Wegen der weltpolitischen Lage und des Risikos eines stärkeren Abschwungs blieben wir bei Aktien insgesamt neutral, und wegen der hohen Bewertungen sind wir vor allem bei amerikanischen Large Caps vorsichtig. Wir halten aber zunehmend Ausschau nach Chancen in anderen, günstiger bewerteten Marktsegmenten. Das gilt vor allem für kleinere Unternehmen und Japan. Im Abschnitt zu den Emerging Markets äußerten wir uns vor allem zu China zurückhaltend, und Japan hatte den besten Jahresbeginn, an den man sich erinnern kann.

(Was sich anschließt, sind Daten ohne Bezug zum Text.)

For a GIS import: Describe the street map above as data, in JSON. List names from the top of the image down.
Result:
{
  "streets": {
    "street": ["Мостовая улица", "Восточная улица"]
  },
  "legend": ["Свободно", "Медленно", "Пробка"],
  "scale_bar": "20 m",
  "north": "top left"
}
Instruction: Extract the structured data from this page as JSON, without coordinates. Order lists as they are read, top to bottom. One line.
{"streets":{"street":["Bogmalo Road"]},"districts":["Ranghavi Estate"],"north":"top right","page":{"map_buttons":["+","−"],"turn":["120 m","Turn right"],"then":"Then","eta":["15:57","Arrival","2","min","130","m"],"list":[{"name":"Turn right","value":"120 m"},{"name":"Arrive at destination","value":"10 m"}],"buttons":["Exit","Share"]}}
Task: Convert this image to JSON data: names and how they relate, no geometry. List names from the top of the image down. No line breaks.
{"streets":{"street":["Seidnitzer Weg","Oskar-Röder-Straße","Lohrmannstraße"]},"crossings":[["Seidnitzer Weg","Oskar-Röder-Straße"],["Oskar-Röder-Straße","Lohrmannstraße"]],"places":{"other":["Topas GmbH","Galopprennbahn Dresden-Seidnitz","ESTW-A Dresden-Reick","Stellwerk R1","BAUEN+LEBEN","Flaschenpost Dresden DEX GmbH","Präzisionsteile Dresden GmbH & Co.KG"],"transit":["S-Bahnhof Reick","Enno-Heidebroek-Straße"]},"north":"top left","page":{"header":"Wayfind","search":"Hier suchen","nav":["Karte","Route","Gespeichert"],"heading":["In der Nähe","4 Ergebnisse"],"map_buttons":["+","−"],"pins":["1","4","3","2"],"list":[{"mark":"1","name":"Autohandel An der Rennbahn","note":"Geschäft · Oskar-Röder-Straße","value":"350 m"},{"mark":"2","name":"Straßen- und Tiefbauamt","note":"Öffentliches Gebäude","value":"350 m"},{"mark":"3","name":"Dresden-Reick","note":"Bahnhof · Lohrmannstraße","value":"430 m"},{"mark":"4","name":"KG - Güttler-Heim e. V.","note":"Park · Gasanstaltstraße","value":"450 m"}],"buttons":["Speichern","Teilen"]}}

Nach den keineswegs überragenden Zahlen von fünf der „Magnificent Seven“ könnten sich unsere Aktienmarkteinschätzungen in den nächsten Wochen weiter bestätigen.
Schließlich haben wir auch Rohstoffe wieder übergewichtet, auch, um uns gegen wachsende weltpolitische Risiken abzusichern.
Oft heißt es, der Januar gebe den Märkten den Takt für das ganze Jahr vor. Die Vergangenheit bestätigt das nicht. Trotzdem glauben wir, dass die ersten vier Wochen des Jahres 2024 unseren 6- bis 18-Monats-Ausblick bestätigen.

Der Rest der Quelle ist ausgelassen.